Wilhelm PETERSON-BERGER (1867-1942)
Violin Sonata in E minor, Op.1 (1887) [30:18]
Suite, Op.15 (1896) [16:11]
Canzone (1889) [2:36]
Visa I folkton (1882 arr. violin 1917) [2:53]
Ulf Wallin (violin)
Love Derwinger (piano)
rec. October 2001 and January 2002, Radiohuset, Swedish Radio, Stockholm
CPO 999 703-2 [52:05]
Wilhelm Peterson-Berger’s Violin Sonata in
E minor bears his first opus number. Composed in 1887 it was finally
published in 1900. He was a student when he wrote it, barely 20, and
the hints of Grieg are pronounced. It opens with a slow introduction
but soon things perk up and it’s here too that one encounters
another influential figure on the composer, namely Emil Sjögren.
There are, nevertheless elements of individuality in the melodic freshness
- sideways glances at Tor Aulin, perhaps - and the rustic, folk-like
drama of the piano writing. There’s a rather lovely sentimental
lied as a slow movement, though he may have considered pruning its length.
There’s a sort of troll dance as a scherzo though this is balanced
by a more salon-inclining trio; both attractively presented.

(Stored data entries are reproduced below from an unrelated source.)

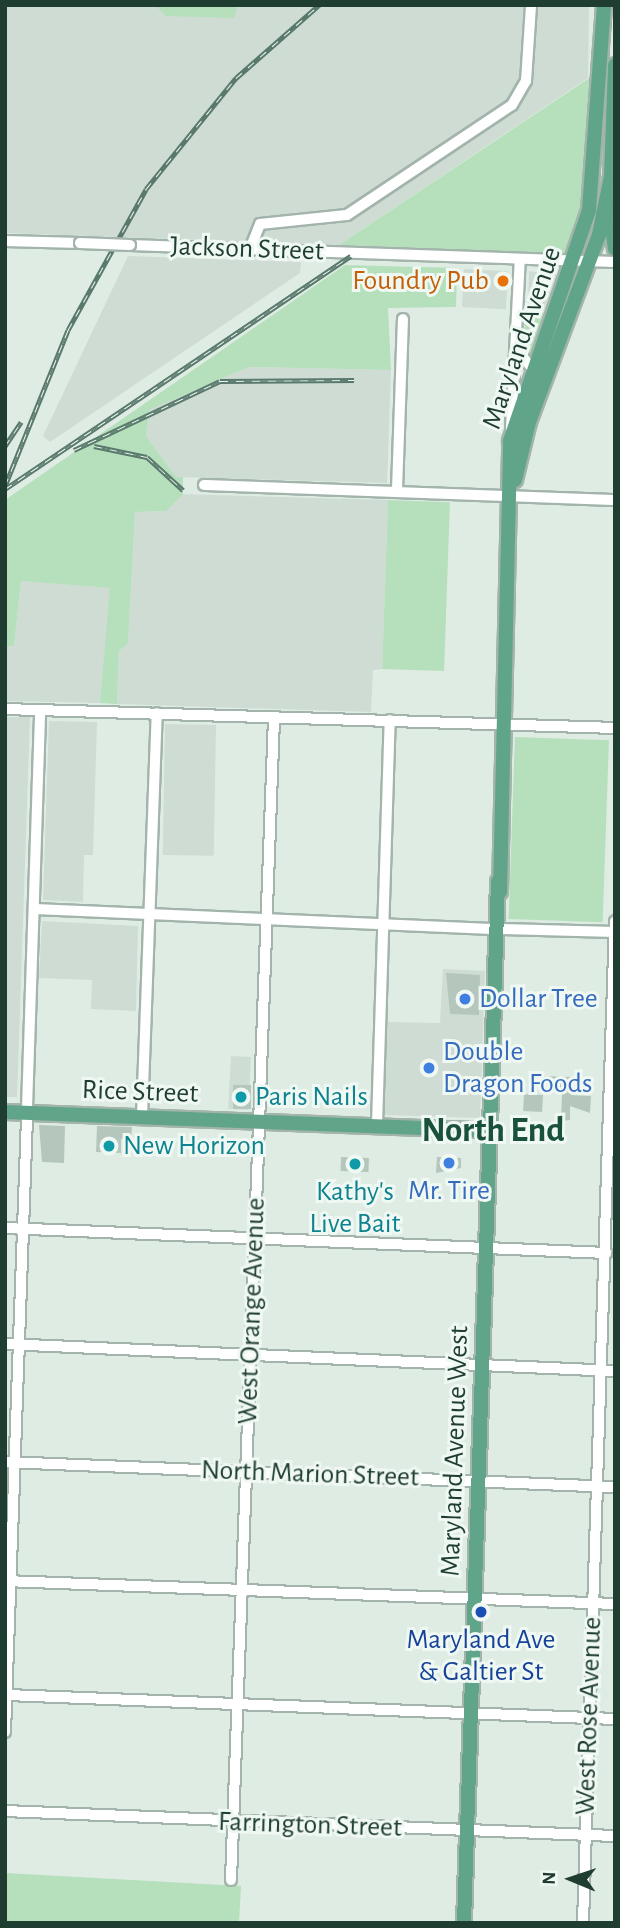 <!DOCTYPE html>
<html>
<head>
<meta charset="utf-8">
<style>
  body { margin:0 }
  #map { position:relative; width:620px; height:1928px; overflow:hidden; background:#dfece4; font-family:"Alegreya Sans",sans-serif }
  div>[style] { position:absolute }
  .built>* { inset:0; background:#cedcd3; transform-origin:0 0 }
  .green>* { inset:0; background:#b6dfbb; transform-origin:0 0 }
  .building>* { inset:0; background:#b5c7bd; transform-origin:0 0 }
  .roads { filter:drop-shadow(2px 0 #a2b4ab) drop-shadow(-2px 0 #a2b4ab) drop-shadow(0 2px #a2b4ab) drop-shadow(0 -2px #a2b4ab) }
  .minor>* { height:10px; margin:-5px; padding:0 5px; transform-origin:5px; border-radius:5px; background:#fff }
  .major>* { height:14px; margin:-7px; padding:0 7px; transform-origin:7px; border-radius:7px; background:#60a589 }
  .rail>* { height:5px; margin-top:-2.5px; transform-origin:0; background:repeating-linear-gradient(90deg,#f0f8f3 0 8px,#59796c 0 16px); box-sizing:border-box; border-block:2px solid #59796c }
  .bridges { filter:drop-shadow(2px 0 #a2b4ab) drop-shadow(-2px 0 #a2b4ab) drop-shadow(0 2px #a2b4ab) drop-shadow(0 -2px #a2b4ab) }
  .minor-bridge>* { height:10px; margin:-5px; padding:0 5px; transform-origin:5px; border-radius:5px; background:#fff }
  .dots>* { width:19px; height:19px; translate:-50% -50%; box-sizing:border-box; border:4px solid #f0f8f3; border-radius:50% }
  span { translate:-50% -50%; white-space:nowrap; text-align:center; line-height:1.15; -webkit-text-stroke:6px #f0f8f3; paint-order:stroke }
  .street-label { font-size:28px; color:#1f3e31 }
  .food-label { font-size:28px; color:#c56008 }
  .right { translate:-100% -50%; text-align:right }
  .shop-label { font-size:28px; color:#366cbe }
  .left { translate:0 -50%; text-align:left }
  .culture-label { font-size:28px; color:#0d838f }
  .transit-label { font-size:28px; color:#164399 }
  .district-label { font-size:35px; color:#19513b; font-weight:700 }
  .frame { position:absolute; inset:0; border:7px solid #1f3e31; pointer-events:none }
  .north { position:absolute; left:536px; top:1844px; width:70px; height:70px; -webkit-text-stroke:5px #f0f8f3; paint-order:stroke; rotate:272deg; font-size:19px; font-weight:700; line-height:28px; text-align:center; color:#1f3e31 }
  .north::after { content:''; display:block; margin:auto; width:24px; height:32px; background:#1f3e31; clip-path:polygon(50% 0,100% 100%,50% 72%,0 100%) }
</style>
</head>
<body>
<div id="map">
  <div class="built">
    <div style="clip-path:polygon(5px 5px,589px 5px,588px 78px,339px 245px,5px 233px)"></div>
    <div style="clip-path:polygon(128px 256px,301px 262px,300px 273px,50px 442px,43px 436px)"></div>
    <div style="left:464px;top:269px;width:44px;height:38px;rotate:3deg"></div>
    <div style="clip-path:polygon(529px 271px,558px 275px,548px 311px,528px 311px)"></div>
    <div style="clip-path:polygon(249px 367px,391px 370px,387px 483px,176px 477px,146px 436px,148px 410px)"></div>
    <div style="clip-path:polygon(177px 494px,388px 500px,382px 669px,373px 670px,371px 712px,117px 704px,119px 651px,128px 642px,135px 512px,166px 511px)"></div>
    <div style="clip-path:polygon(21px 581px,111px 588px,100px 703px,5px 701px,5px 646px,14px 646px)"></div>
    <div style="clip-path:polygon(5px 717px,30px 717px,17px 1097px,5px 1097px)"></div>
    <div style="clip-path:polygon(49px 721px,97px 722px,93px 855px,84px 855px,83px 902px,43px 900px)"></div>
    <div style="left:165px;top:724px;width:51px;height:131px;rotate:1deg"></div>
    <div style="clip-path:polygon(42px 921px,138px 926px,136px 1011px,91px 1009px,92px 980px,39px 978px)"></div>
    <div style="clip-path:polygon(443px 969px,485px 971px,480px 1118px,383px 1115px,387px 1022px,440px 1023px)"></div>
    <div style="left:231px;top:1056px;width:20px;height:53px;rotate:3deg"></div>
  </div>
  <div class="green">
    <div style="clip-path:polygon(155px 5px,238px 5px,234px 18px,166px 16px)"></div>
    <div style="clip-path:polygon(615px 61px,615px 99px,587px 115px,583px 206px,569px 254px,339px 245px)"></div>
    <div style="clip-path:polygon(345px 265px,457px 268px,456px 307px,388px 308px,391px 370px,249px 367px,149px 410px,146px 436px,176px 477px,183px 477px,183px 494px,166px 511px,135px 512px,128px 643px,119px 651px,117px 704px,100px 703px,110px 588px,21px 581px,14px 646px,5px 646px,5px 500px)"></div>
    <div style="clip-path:polygon(525px 311px,550px 313px,529px 358px,524px 351px)"></div>
    <div style="left:388px;top:500px;width:62px;height:169px;rotate:2deg"></div>
    <div style="left:515px;top:737px;width:94px;height:182px;rotate:2deg"></div>
    <div style="clip-path:polygon(5px 1873px,241px 1886px,239px 1923px,5px 1923px)"></div>
  </div>
  <div class="building">
    <div style="clip-path:polygon(446px 973px,480px 975px,479px 1015px,450px 1014px)"></div>
    <div style="clip-path:polygon(541px 1076px,572px 1077px,571px 1095px,591px 1096px,590px 1113px,570px 1106px,570px 1120px,561px 1121px,562px 1094px)"></div>
    <div style="left:233px;top:1085px;width:18px;height:24px"></div>
    <div style="left:524px;top:1094px;width:19px;height:17px;rotate:3deg"></div>
    <div style="clip-path:polygon(39px 1125px,65px 1126px,64px 1163px,42px 1162px)"></div>
    <div style="clip-path:polygon(97px 1126px,132px 1127px,131px 1139px,121px 1139px,121px 1153px,96px 1152px)"></div>
    <div style="left:341px;top:1157px;width:28px;height:14px;rotate:2deg"></div>
    <div style="clip-path:polygon(437px 1157px,461px 1158px,461px 1168px,436px 1173px)"></div>
  </div>
  <div class="roads">
    <div class="minor">
      <div style="left:5px;top:241px;width:75px;rotate:1.5deg"></div>
      <div style="left:130px;top:245px;width:485px;rotate:2deg"></div>
      <div style="left:250px;top:249px;width:27px;rotate:-68deg"></div>
      <div style="left:260px;top:224px;width:87px;rotate:-5.9deg"></div>
      <div style="left:347px;top:215px;width:198px;rotate:-33.7deg"></div>
      <div style="left:512px;top:105px;width:28px;rotate:-60deg"></div>
      <div style="left:526px;top:81px;width:76px;rotate:-86.2deg"></div>
      <div style="left:516px;top:349px;width:33px;rotate:50deg"></div>
      <div style="left:511px;top:428px;width:169px;rotate:-87deg"></div>
      <div style="left:204px;top:485px;width:411px;rotate:2.1deg"></div>
      <div style="left:397px;top:490px;width:171px;rotate:-88deg"></div>
      <div style="left:5px;top:709px;width:610px;rotate:1.78deg"></div>
      <div style="left:35px;top:909px;width:457px;rotate:2.5deg"></div>
      <div style="left:501px;top:929px;width:114px;rotate:1.5deg"></div>
      <div style="left:27px;top:1108px;width:398px;rotate:-88.1deg"></div>
      <div style="left:142px;top:1116px;width:403px;rotate:-87.9deg"></div>
      <div style="left:377px;top:1125px;width:405px;rotate:-88.2deg"></div>
      <div style="left:5px;top:1228px;width:602px;rotate:2.38deg"></div>
      <div style="left:5px;top:1344px;width:611px;rotate:2.53deg"></div>
      <div style="left:5px;top:1462px;width:611px;rotate:2.35deg"></div>
      <div style="left:5px;top:1581px;width:610px;rotate:2.16deg"></div>
      <div style="left:7px;top:1695px;width:608px;rotate:2.26deg"></div>
      <div style="left:5px;top:1732px;width:615px;rotate:-87.95deg"></div>
      <div style="left:5px;top:1811px;width:611px;rotate:2.35deg"></div>
      <div style="left:231px;top:1880px;width:1164px;rotate:-87.88deg"></div>
      <div style="left:583px;top:1923px;width:1002px;rotate:-88.17deg"></div>
    </div>
    <div class="major">
      <div style="left:609px;top:203px;width:46px;rotate:82.6deg"></div>
      <div style="left:515px;top:480px;width:60px;rotate:-76.4deg"></div>
      <div style="left:529px;top:422px;width:200px;rotate:-69.5deg"></div>
      <div style="left:599px;top:235px;width:60px;rotate:-78.5deg"></div>
      <div style="left:611px;top:176px;width:111px;rotate:-87.9deg"></div>
      <div style="left:500px;top:892px;width:451px;rotate:-88.7deg"></div>
      <div style="left:510px;top:441px;width:244px;rotate:-71.1deg"></div>
      <div style="left:589px;top:210px;width:206px;rotate:-85.8deg"></div>
      <div style="left:5px;top:1112px;width:488px;rotate:2.2deg"></div>
      <div style="left:464px;top:1923px;width:1042px;rotate:-88.13deg"></div>
    </div>
  </div>
  <div class="rail">
    <div style="left:5px;top:446px;width:29px;rotate:-56deg"></div>
    <div style="left:94px;top:446px;width:54px;rotate:11.7deg"></div>
    <div style="left:147px;top:457px;width:49px;rotate:42.5deg"></div>
    <div style="left:74px;top:450px;width:161px;rotate:-25.3deg"></div>
    <div style="left:220px;top:381px;width:134px;rotate:-0.4deg"></div>
    <div style="left:5px;top:486px;width:168px;rotate:-68deg"></div>
    <div style="left:68px;top:330px;width:161px;rotate:-61deg"></div>
    <div style="left:146px;top:189px;width:143px;rotate:-51deg"></div>
    <div style="left:236px;top:78px;width:111px;rotate:-41.3deg"></div>
    <div style="left:5px;top:489px;width:417px;rotate:-34deg"></div>
  </div>
  <div class="bridges">
    <div class="minor-bridge">
      <div style="left:80px;top:243px;width:50px;rotate:2.3deg"></div>
    </div>
  </div>
  <div class="dots">
    <div style="left:503px;top:281px;background:#e8710a"></div>
    <div style="left:465px;top:999px;background:#3f7fe0"></div>
    <div style="left:429px;top:1068px;background:#3f7fe0"></div>
    <div style="left:241px;top:1097px;background:#0f9aa8"></div>
    <div style="left:109px;top:1146px;background:#0f9aa8"></div>
    <div style="left:449px;top:1163px;background:#3f7fe0"></div>
    <div style="left:355px;top:1164px;background:#0f9aa8"></div>
    <div style="left:481px;top:1612px;background:#1a4fb4"></div>
  </div>
  <div class="street-label">
    <span style="left:247px;top:249px;rotate:2deg">Jackson Street</span>
    <span style="left:522px;top:338px;rotate:-71deg">Maryland Avenue</span>
    <span style="left:140px;top:1092px;rotate:2deg">Rice Street</span>
    <span style="left:252px;top:1311px;rotate:-88deg">West Orange Avenue</span>
    <span style="left:455px;top:1451px;rotate:-88deg">Maryland Avenue West</span>
    <span style="left:310px;top:1474px;rotate:2deg">North Marion Street</span>
    <span style="left:589px;top:1716px;rotate:-88deg">West Rose Avenue</span>
    <span style="left:310px;top:1825px;rotate:2deg">Farrington Street</span>
  </div>
  <div class="food-label">
    <span class="right" style="left:489px;top:281px">Foundry Pub</span>
  </div>
  <div class="shop-label">
    <span class="left" style="left:479px;top:999px">Dollar Tree</span>
    <span class="left" style="left:443px;top:1068px">Double<br>Dragon Foods</span>
    <span style="left:449px;top:1191px">Mr. Tire</span>
  </div>
  <div class="culture-label">
    <span class="left" style="left:255px;top:1097px">Paris Nails</span>
    <span class="left" style="left:123px;top:1146px">New Horizon</span>
    <span style="left:355px;top:1208px">Kathy's<br>Live Bait</span>
  </div>
  <div class="transit-label">
    <span style="left:481px;top:1656px">Maryland Ave<br>&amp; Galtier St</span>
  </div>
  <div class="district-label">
    <span style="left:493px;top:1131px">North End</span>
  </div>
  <div class="frame"></div>
  <div class="north">N</div>
</div>
</body>
</html>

In the
finale Peterson-Berger goes all out for the more popular folk idiom,
but varies things so that the rhetoric slows musingly and to fine effect.

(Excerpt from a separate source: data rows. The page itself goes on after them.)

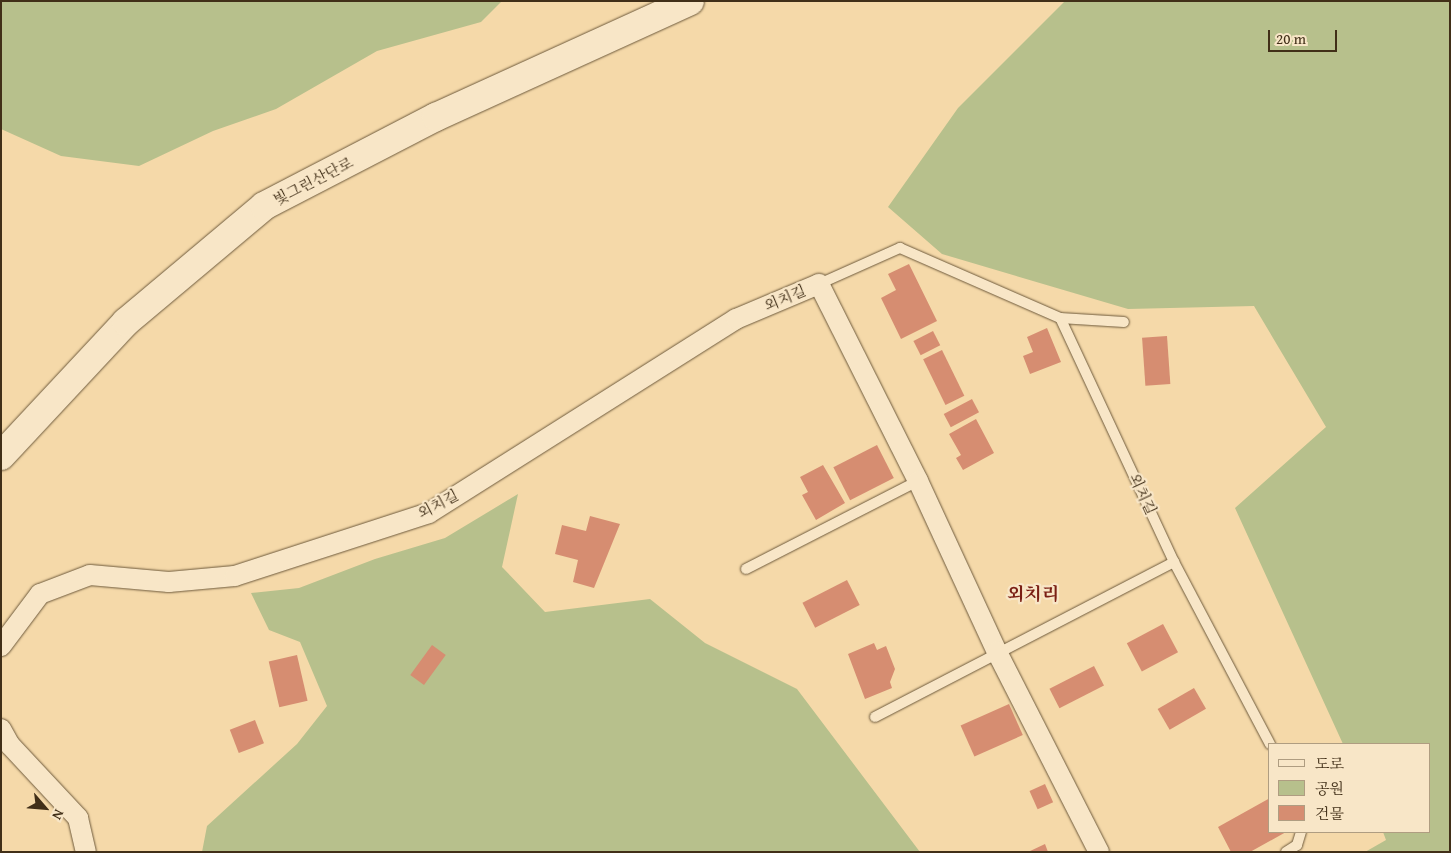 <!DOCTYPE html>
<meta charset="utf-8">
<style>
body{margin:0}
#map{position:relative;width:1451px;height:853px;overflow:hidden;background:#f5d9a9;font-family:"Gentium Book Plus","Noto Serif KR",serif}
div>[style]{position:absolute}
.green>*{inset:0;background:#b7c08c}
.building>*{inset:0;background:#d68d71;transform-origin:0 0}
.roads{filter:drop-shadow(0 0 1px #6e5a3c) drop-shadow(0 0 1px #6e5a3c)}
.lane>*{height:10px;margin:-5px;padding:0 5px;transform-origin:5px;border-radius:5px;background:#f8e6c7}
.street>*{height:20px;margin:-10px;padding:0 10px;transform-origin:10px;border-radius:10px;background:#f8e6c7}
.secondary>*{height:28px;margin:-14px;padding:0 14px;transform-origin:14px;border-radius:14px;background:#f8e6c7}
span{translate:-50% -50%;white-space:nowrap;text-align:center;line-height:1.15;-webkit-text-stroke:4.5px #f8e6c7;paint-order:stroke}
.street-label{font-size:15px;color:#412f18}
.quarter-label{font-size:18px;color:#7a1f14;font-weight:700}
.frame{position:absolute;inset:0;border:2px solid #412f18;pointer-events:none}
.legend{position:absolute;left:1268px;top:743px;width:162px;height:90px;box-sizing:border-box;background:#f8e6c7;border:1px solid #af9d81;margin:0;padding:6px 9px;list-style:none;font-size:15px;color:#412f18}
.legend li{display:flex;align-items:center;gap:10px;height:25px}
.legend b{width:25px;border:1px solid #af9d81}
.north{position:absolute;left:20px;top:783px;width:50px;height:50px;-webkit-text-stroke:4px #f8e6c7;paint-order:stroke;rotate:117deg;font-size:14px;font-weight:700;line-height:20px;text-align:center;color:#412f18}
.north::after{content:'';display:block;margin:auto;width:18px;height:22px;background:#412f18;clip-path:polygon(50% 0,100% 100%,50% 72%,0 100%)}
.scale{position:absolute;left:1268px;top:30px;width:69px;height:22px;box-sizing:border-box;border:2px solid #412f18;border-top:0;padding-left:6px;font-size:15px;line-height:18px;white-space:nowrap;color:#412f18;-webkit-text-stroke:4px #f8e6c7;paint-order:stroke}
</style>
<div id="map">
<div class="green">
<i style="clip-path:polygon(1px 1px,502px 1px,481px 22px,377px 51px,276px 109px,213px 131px,139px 166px,61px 156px,1px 129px)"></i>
<i style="clip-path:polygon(1065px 1px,1450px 1px,1450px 852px,1365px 852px,1386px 840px,1383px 832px,1430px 832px,1430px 744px,1343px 744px,1235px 508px,1326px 427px,1254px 306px,1128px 309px,942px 254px,888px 207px,958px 108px)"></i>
<i style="clip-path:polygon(518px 494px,502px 567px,545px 612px,650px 599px,705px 643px,797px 689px,920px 852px,202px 852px,207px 826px,297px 744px,327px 706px,300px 642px,269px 630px,251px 593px,299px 588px,375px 559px,445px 538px)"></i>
</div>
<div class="building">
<i style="clip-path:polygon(909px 264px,937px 321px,901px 339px,881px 298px,896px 290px,888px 274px)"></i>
<i style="clip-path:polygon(1047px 328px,1061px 362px,1030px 374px,1023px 356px,1033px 352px,1027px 337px)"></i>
<i style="left:933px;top:331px;width:16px;height:22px;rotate:63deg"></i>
<i style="left:1167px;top:336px;width:48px;height:25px;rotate:86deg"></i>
<i style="left:942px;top:350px;width:51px;height:21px;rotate:64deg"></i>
<i style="left:972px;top:399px;width:15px;height:32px;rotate:62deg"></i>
<i style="clip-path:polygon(976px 419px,994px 453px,963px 470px,956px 458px,961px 455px,949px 434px)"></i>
<i style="left:877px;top:445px;width:37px;height:49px;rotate:63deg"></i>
<i style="clip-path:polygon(823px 465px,845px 503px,816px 520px,802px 495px,808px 492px,800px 477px)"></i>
<i style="clip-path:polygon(590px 516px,620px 524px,594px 588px,573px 582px,578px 560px,555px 554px,562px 525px,586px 531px)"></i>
<i style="left:847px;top:580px;width:28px;height:50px;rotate:63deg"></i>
<i style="left:1163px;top:624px;width:32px;height:41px;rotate:62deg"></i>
<i style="clip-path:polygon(874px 643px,877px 650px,886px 646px,895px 669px,890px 682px,892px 688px,865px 699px,848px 654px)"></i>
<i style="left:432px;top:645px;width:17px;height:37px;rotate:36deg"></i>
<i style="left:297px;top:655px;width:47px;height:29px;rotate:77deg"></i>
<i style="left:1094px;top:666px;width:22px;height:50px;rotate:63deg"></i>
<i style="left:1194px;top:688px;width:24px;height:42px;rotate:60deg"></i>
<i style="left:1009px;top:704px;width:34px;height:53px;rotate:66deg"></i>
<i style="left:255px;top:720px;width:25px;height:27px;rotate:69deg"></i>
<i style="left:1045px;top:784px;width:20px;height:17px;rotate:66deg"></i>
<i style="clip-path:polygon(1270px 798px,1270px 832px,1286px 832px,1250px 852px,1231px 852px,1218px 827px)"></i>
<i style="clip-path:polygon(1045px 844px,1048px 852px,1028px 852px)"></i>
</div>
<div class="roads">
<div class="lane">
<i style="left:819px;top:284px;width:89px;rotate:-24deg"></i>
<i style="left:900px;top:248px;width:175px;rotate:23.6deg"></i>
<i style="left:1174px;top:562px;width:206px;rotate:62.2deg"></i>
<i style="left:746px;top:569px;width:193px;rotate:-27.1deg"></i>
<i style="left:875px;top:717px;width:337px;rotate:-27.4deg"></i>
<i style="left:1174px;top:562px;width:269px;rotate:-115deg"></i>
<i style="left:1060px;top:318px;width:64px;rotate:3.6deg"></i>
<i style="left:1286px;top:852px;width:13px;rotate:-32deg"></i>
<i style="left:1297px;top:845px;width:14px;rotate:-73deg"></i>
</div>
<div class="street">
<i style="left:1px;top:646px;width:65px;rotate:-53.1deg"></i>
<i style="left:40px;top:594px;width:53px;rotate:-20.8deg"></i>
<i style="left:90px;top:575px;width:79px;rotate:5.1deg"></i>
<i style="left:169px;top:582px;width:66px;rotate:-5.2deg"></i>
<i style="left:235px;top:576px;width:204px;rotate:-18deg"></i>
<i style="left:429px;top:513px;width:363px;rotate:-32.3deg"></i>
<i style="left:736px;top:319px;width:90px;rotate:-22.9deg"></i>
<i style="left:819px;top:284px;width:220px;rotate:63.3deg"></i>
<i style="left:918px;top:481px;width:188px;rotate:65.2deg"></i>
<i style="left:997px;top:652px;width:225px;rotate:63deg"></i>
<i style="left:1px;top:729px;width:18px;rotate:61deg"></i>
<i style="left:10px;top:745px;width:100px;rotate:47deg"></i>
<i style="left:78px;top:818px;width:35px;rotate:77deg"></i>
</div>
<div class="secondary">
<i style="left:1px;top:456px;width:183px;rotate:-47deg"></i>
<i style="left:126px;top:322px;width:180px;rotate:-40deg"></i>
<i style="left:264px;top:206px;width:194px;rotate:-27.4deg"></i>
<i style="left:436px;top:117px;width:279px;rotate:-24.5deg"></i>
</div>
</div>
<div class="street-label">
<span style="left:313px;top:181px;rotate:-27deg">빛그린산단로</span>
<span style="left:785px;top:298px;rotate:-23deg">외치길</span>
<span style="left:1143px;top:494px;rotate:65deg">외치길</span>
<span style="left:438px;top:504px;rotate:-28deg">외치길</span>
</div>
<div class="quarter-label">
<span style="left:1033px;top:594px">외치리</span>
</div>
<div class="frame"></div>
<ul class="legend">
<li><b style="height:6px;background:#f8e6c7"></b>도로</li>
<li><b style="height:14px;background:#b7c08c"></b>공원</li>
<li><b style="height:14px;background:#d68d71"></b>건물</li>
</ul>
<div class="north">N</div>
<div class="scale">20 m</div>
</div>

Certainly this half-hour early sonata could have done with some editorial
work, but it shows the composer in his full youthful confidence.
The 1896 Suite is redolent of Swedish folksong and here his gift for
melody is reprised. A high point is the finale, the last movement of
the four, a resinous Torch-dance with piano off-beats and vigorously
bowed drama very much to the fore. The Canzone dates from 1889
and has had a chequered background: no one seems sure from where it
derives. It was printed in 1952 as Melody in F major but only
a remnant of the violin part has survived. That little which has is
certainly a sweet melody. Finally to Visa i folkton, a folk-tune
arranged by the composer from the third song in his collection called
Four Swedish Folksongs. Composed in 1892 and printed in 1917
this arrangement ends the recital in a relaxed and undemanding fashion.
It’s clear from the foregoing that these are early, largely undemanding
examples of Peterson-Berger’s art, well recorded over a decade
ago, and I assume originally for radio broadcast. They’re uniformly
attractive and to a large degree that is due to the elegant and stylistically
apt playing of Ulf Wallin and Love Derwinger.